**Instructions to follow**
In the data, extract each line that holds the string "function".

%%

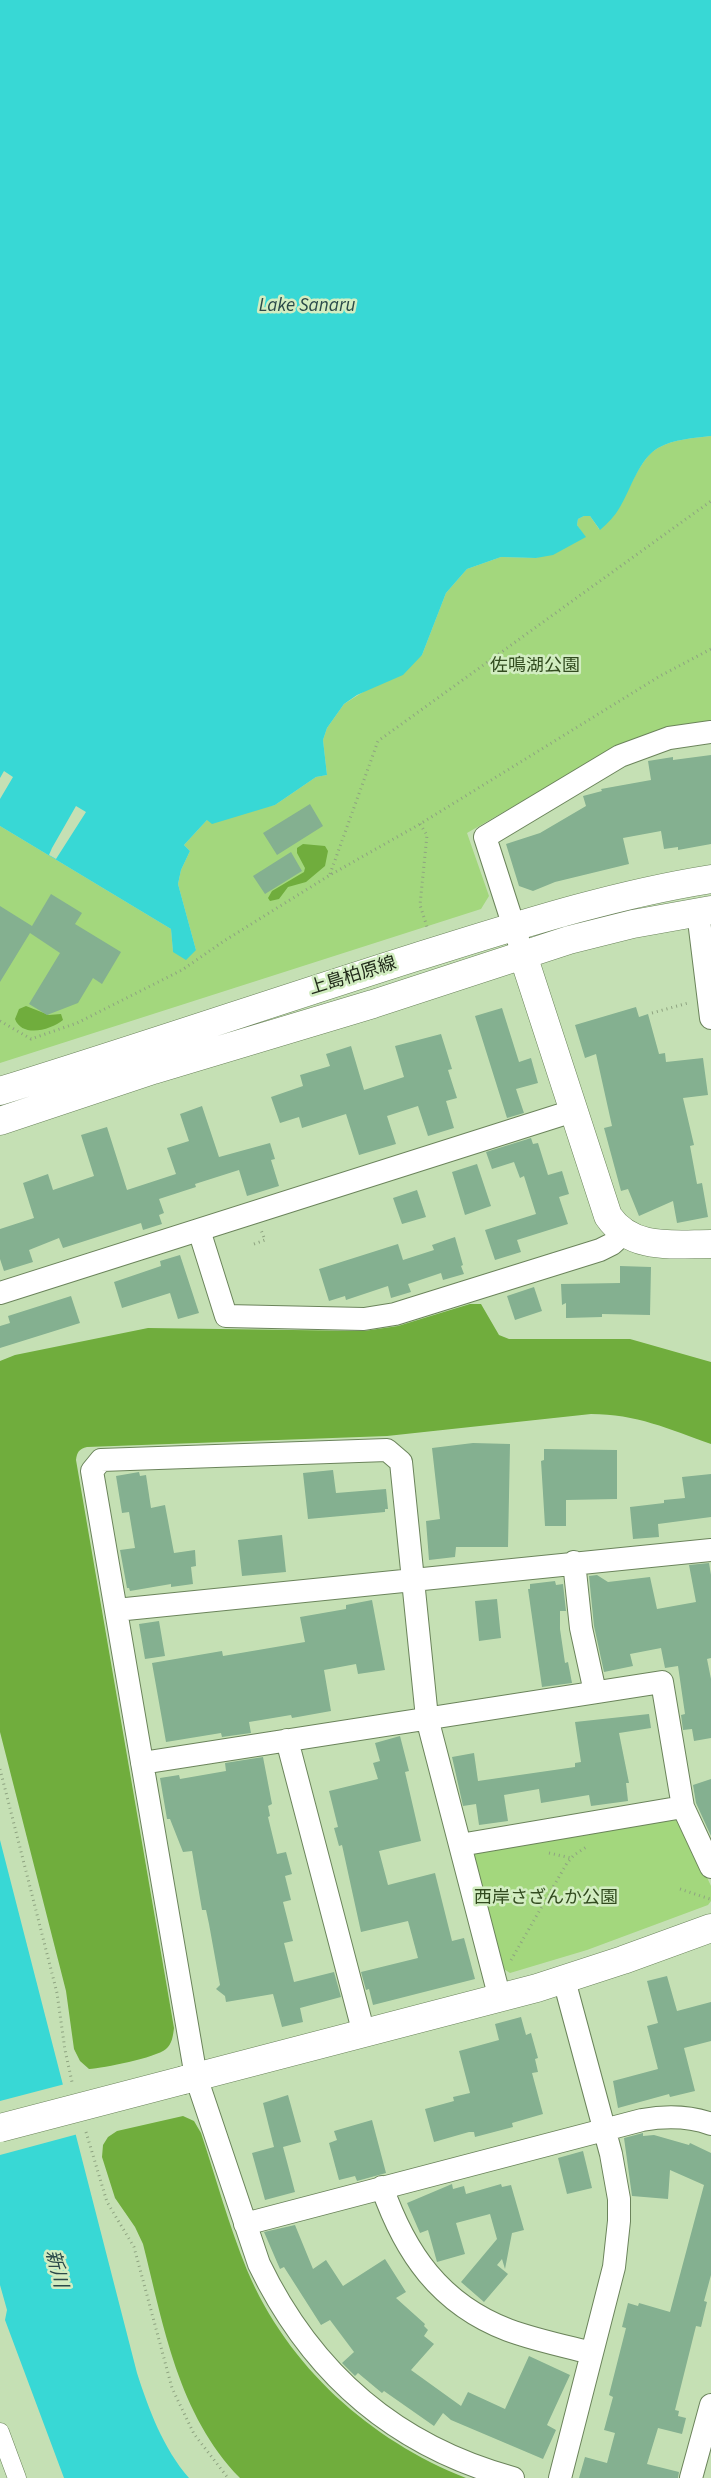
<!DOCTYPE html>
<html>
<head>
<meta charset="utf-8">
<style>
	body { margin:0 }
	canvas { display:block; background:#c5e0b4 }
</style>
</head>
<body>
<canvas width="711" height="2478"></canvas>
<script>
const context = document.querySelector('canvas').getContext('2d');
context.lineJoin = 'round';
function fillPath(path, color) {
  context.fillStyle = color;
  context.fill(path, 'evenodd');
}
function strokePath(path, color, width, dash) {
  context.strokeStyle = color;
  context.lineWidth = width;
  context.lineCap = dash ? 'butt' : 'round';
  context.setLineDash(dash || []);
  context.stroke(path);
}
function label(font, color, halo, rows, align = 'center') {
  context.font = font + ' "Source Sans 3","Noto Sans JP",sans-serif';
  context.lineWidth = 5;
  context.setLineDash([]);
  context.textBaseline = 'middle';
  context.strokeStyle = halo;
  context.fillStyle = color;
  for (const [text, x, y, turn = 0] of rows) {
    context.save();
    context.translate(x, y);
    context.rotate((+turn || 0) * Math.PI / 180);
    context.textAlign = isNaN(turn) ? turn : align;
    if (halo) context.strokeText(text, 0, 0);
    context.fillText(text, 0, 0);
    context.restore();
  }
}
const green = new Path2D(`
	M711,436v287l-103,29 -141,81 22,63 -8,13 -481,154v-237l171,103 2,23 23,-2 -18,-66 3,-14 9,-19 -6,-6 23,-25 68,-15 41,-28 11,-2 -4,-35 4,-12 17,-24 78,-49 24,-62 21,-24 34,-12 35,1 49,-21 -8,-12 1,-6 6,-3h6l9,13c27,-20 36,-69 59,-81 16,-9 36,-10 53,-12z
	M668,1816l14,8 29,62v15l-3,4 -121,45 -77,23 -11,-7 -28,-106 8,-12z`);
const forest = new Path2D(`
	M303,844l22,2 3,5 -3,15 -19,16 -18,5 -9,12 -9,2 -2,-3 4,-7 32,-19 1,-4 -8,-15v-5z
	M26,1006l23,9 12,-1 2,6c-12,10 -41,18 -48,-1l4,-10z
	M470,1304h11l18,31 10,4h121l81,23v82c-42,-15 -75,-30 -120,-30l-204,22 -300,11c-8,2 -10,5 -11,13l98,568c-1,8 -2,16 -8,21 -11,9 -62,19 -77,20l-9,-8 -6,-12 -8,-58 -66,-259v-371l15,-6 133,-27 216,3 34,-5z
	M183,2116l11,5 7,12c15,45 28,93 46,137 41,97 123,170 219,208h-226c-62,-64 -76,-151 -97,-234l-8,-17 -20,-29 -13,-41 1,-12 5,-8 9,-6z`);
const water = new Path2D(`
	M0,0h711v436c-17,2 -37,3 -53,12 -19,11 -27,41 -38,59 -5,9 -12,16 -20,23l-10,-14h-6l-6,3 -1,6 9,12 -33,18 -17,3 -35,-1 -34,12 -21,24 -24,62 -19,20 -46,20 -13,9 -17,24 -4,12 4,35 -11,2 -41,28 -63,19 -5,-4 -23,25 6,6 -9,19 -3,14 18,66 -10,10 -13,-8 -2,-23 -171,-103z
	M0,1840l137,533c12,37 26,75 52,105h-125l-59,-158 2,-10 -7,-25z`);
const pier = new Path2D(`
	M4,771l9,6 -13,22v-21z
	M76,806l10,6 -30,47 -7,-4 3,-7z
	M65,2084l13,50 -78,21v-54z`);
const building = new Path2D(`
	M711,755v89l-33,6v-3l-14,2 -3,-18 -38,7 6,26 -74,18 -22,9 -14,-5 -13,-42 34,-11 46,-27 -3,-10 19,-5 -1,-2 50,-9 -3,-19 25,-4v3z
	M310,804l13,22 -46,29 -14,-22z
	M291,852l11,19 -37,23 -12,-18z
	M51,894l31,19 -7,11 46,28 -19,32 -9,-6 -15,25 -31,12 -18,-11 31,-51 -30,-20 -30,49v-76l32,20z
	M636,1007l3,10 9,-3 11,40 6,-1 1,9 37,-4 5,37 -25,3 11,47 -4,1 7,38 5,-1 6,34 -31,6 -4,-22 -34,15 -11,-27 -7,2 -17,-63 8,-2 -16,-72 -11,4 -10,-33z
	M502,1008l17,54 12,-4 7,25 -22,6 8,24 -17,5 -32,-102z
	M441,1034l11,35 -4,1 9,28 -11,3 8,27 -26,8 -10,-30 -31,10 9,28 -37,11 -13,-41 -44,14 -3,-11 -19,6 -9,-26 32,-11 -3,-11 30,-9 -4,-12 25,-8 13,44 40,-13 -9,-31z
	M202,1106l17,51 51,-14 5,16 -4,1 8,26 -32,10 -8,-26 -44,14 1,3 -37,12 5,14 -5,2 3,9 -19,6 -2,-7 -78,25 -4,-10 -30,12 4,12 -29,9 -4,-12v-30l34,-11 -11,-35 25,-9 5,16 41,-14 -13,-41 26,-8 20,63 49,-16 -9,-26 22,-7 -9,-27z
	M531,1138l2,6 5,-1 10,32 14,-4 7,23 -10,3 9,27 -51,16 4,12 -26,8 -10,-30 51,-16 -12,-38 -4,2 -6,-16 -22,7 -6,-17z
	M477,1164l14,42 -26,9 -13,-43z
	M417,1190l9,27 -24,7 -9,-26z
	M455,1237l8,28 -2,1 3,8 -21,6 -2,-7 -33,11 3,8 -20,6 -3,-12 -42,14 -1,-4 -16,5 -10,-32 79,-25 5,16 31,-10 -2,-5z
	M180,1255l19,58 -21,6 -8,-26 -48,15 -8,-26 47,-16 -1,-5z
	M620,1266l31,1 -1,48 -48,-1v3l-36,1v-15l-4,2 -1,-21 59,-1z
	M534,1287l8,24 -27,9 -8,-24z
	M71,1296l9,27 -80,25v-22l10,-3 -2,-7z
	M473,1443l37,1 -2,103h-52l-1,10 -26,3 -3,-39 14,-2 -8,-71z
	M544,1449l73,1v49l-51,1v26h-21l-4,-65 3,-1z
	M333,1470l3,23 50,-4 2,20h-3v3l-77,7 -5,-46z
	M139,1472l1,4 6,-1 5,33 14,-3 9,48 21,-3 1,16 -5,1 2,17 -22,3v-3l-41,7 -1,-3h-2l-7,-38 15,-2 -6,-36 -7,1 -6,-37z
	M711,1474v43l-53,7 1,13 -26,2 -3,-32 34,-4v-3l21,-2 -3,-21z
	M282,1535l4,37 -44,4 -4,-36z
	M709,1563l2,12v83l-4,1 4,20v59l-17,3 -2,-12 -9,1 -2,-15 4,-1 -7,-48 -13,2 -4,-20 -31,6 3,12 -29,6 -10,-46 -5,-50 8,-1 11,7 42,-5 7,32 39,-7 -7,-37z
	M555,1581l1,4 7,-1 3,27h-6v18l5,34 3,-1 4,21 -30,4 -14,-98h2v-5z
	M497,1599l4,39 -22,3 -4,-40z
	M372,1600l13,70 -27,4 -2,-10 -32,6 7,41 -39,7 -1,-3 -42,7 2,11 -29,4 -1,-4 -55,9 -14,-79 70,-12 1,5 82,-14 -5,-25 46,-8v-4z
	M159,1621l6,35 -20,3 -6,-35z
	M649,1714l2,14 -32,5 10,50h-3l2,18 -37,5 -2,-11 -48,8 -2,-14 -35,6 4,26 -29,4 -3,-21 -13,2 -11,-49 22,-4 4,28 97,-14v-4l6,-1 -6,-40z
	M400,1736l9,35 -4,1 16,69 -42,10 9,34 47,-12 17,68 12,-3 11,41 -102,26 -4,-16 -3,1 -5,-18 57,-14 -10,-37 -47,11 -19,-87 -3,1 -5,-18 4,-1 -9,-36 49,-12 -5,-16 7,-2 -5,-18z
	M263,1757l9,47 -4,2 2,10 -2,1 9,37 9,-2 6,22 -7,2 6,24 -8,2 10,39 -9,2 10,39 40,-10 7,25 -41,11 3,14 -21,5 -9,-33 -47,8 -1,-6 -9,-7 4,-4 -11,-61 -3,-14h-4l-10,-59 -9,1 -13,-33h-3l-7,-41 19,-3 1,4 46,-8 -1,-8z
	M711,1779v57l-15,-33 -3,-18z
	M667,1976l10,35 34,-9v39l-27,7 11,43 -25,6 -1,-3 -51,14 -5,-27 45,-12 -11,-43 11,-3 -11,-42z
	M521,2017l5,18 5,-2 7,25 -3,1 3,13 -6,1 11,41 -31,9 1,4 -38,10 -1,-5h-5l-35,10 -9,-33 29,-8 -1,-4 17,-4 -11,-42 40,-11 -4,-16z
	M288,2095l13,47 -18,5 12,45 -30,8 -13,-47 22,-6 -11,-44z
	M372,2120l14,53 -29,8 -2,-5 -16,4 -10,-37 8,-3 -3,-9z
	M643,2133v3l11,-1 35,10 1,-2 21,10v122l-7,26 3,1 -6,25 -5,-1 -21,84 4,1 -1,5 8,2 -4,16 -24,-6 -11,36 32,8 -1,6h-99l6,-21 22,6 8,-30 -11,-3 9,-33 -4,-2 17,-67 -4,-1 6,-24 10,3 1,-3 31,9 34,-127 -34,-15 -2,29 -36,-3 -8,-58z
	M583,2151l9,37 -25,6 -9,-36z
	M452,2184l1,5 11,-3 2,8 35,-10 1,3 9,-2 13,45 -12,3 -7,36 -3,-10 -5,6 11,9 -24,28 -23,-20 36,-43 -7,-25 -34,9 9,31 -28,8 -9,-32 -8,3 -13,-30z
	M295,2225l18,44 13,-9 17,26 42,-27 21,33 -10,6 29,26 -1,2 4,4 -4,6 10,8 -23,26 50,36 7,-14 37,17 24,-53 41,19 -23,50 9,5 -13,29 -92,-39 -8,-7 -9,13 -50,-35 -2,2 -24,-20 -3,3 -13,-13 12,-11 -24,-32 -9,5 -37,-58 -4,2 -16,-37z`);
const path = new Path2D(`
	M420,824l7,11 -7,70 8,25
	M330,874l48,-133 333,-240
	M652,1013l36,-10
	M0,1021l31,18 46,-16 105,-53 42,-29 106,-66 90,-51 240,-148 51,-27
	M254,1244l11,-4 -4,-10
	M0,1769l57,224 8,57 7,32
	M549,1853l22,5
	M680,1889l30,10
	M511,1960l56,-97 7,-8 14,-9
	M86,2132l21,70 27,45 38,141 22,46 34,44`);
const pedestrian = new Path2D(`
	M0,2432l17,46`);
const minor = new Path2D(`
	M698,912l13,106
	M523,955l-38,-118 135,-81 49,-18 42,-6
	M199,1230l27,86 138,3 31,-5 205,-64 12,-6 12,-11
	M0,1293l573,-182
	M574,1562l7,66 14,64
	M116,1610l595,-60
	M287,1740l77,294
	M142,1763l520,-81 21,125 28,60
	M460,1845l223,-38
	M500,1999l-73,-281 -26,-256 -14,-12 -286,10 -9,11 104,606 63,187c53,110 136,182 254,214
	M382,2187c23,66 58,117 126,143 27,10 56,16 84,23
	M245,2224l397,-104c23,-4 47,-4 69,4
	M560,2478l54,-211 5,-46v-22l-8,-45 -47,-174
	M691,2478l20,-73`);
const tertiary = new Path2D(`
	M523,955l85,261c24,35 65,28 103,28
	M0,1091c139,-43 277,-90 416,-134 97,-30 194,-62 295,-78
	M0,1121l153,-51 220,-66 196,-64 64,-16 78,-14
	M184,2080l353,-92 86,-28 88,-32`);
const tertiaryBridge = new Path2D(`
	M0,2128l184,-48`);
const parkNames = [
	["佐鳴湖公園",535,667],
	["西岸さざんか公園",546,1899]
];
const streetNames = [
	["上島柏原線",353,977,-17]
];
const waterNames = [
	["Lake Sanaru",307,307],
	["新川",55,2269,76]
];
fillPath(green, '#a3d77d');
fillPath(forest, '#70ad3d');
fillPath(water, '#38d8d5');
fillPath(pier, '#c5e0b4');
fillPath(building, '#84b090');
strokePath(pedestrian, '#6b845b', 19);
strokePath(minor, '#6b845b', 24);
strokePath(tertiary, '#6b845b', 29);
strokePath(path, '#8ea380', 3, [1, 4]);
strokePath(pedestrian, '#fff', 18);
strokePath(minor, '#fff', 22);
strokePath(tertiary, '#fff', 28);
strokePath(tertiaryBridge, '#6b845b', 29, []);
strokePath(tertiaryBridge, '#fff', 28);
label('18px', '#324b1f', '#d2edc1', parkNames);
label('18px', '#202a19', '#d2edc1', streetNames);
label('italic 19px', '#2b4a4a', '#d2edc1', waterNames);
</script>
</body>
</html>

%%

**Reply to the exercise**
function fillPath(path, color) {
function strokePath(path, color, width, dash) {
function label(font, color, halo, rows, align = 'center') {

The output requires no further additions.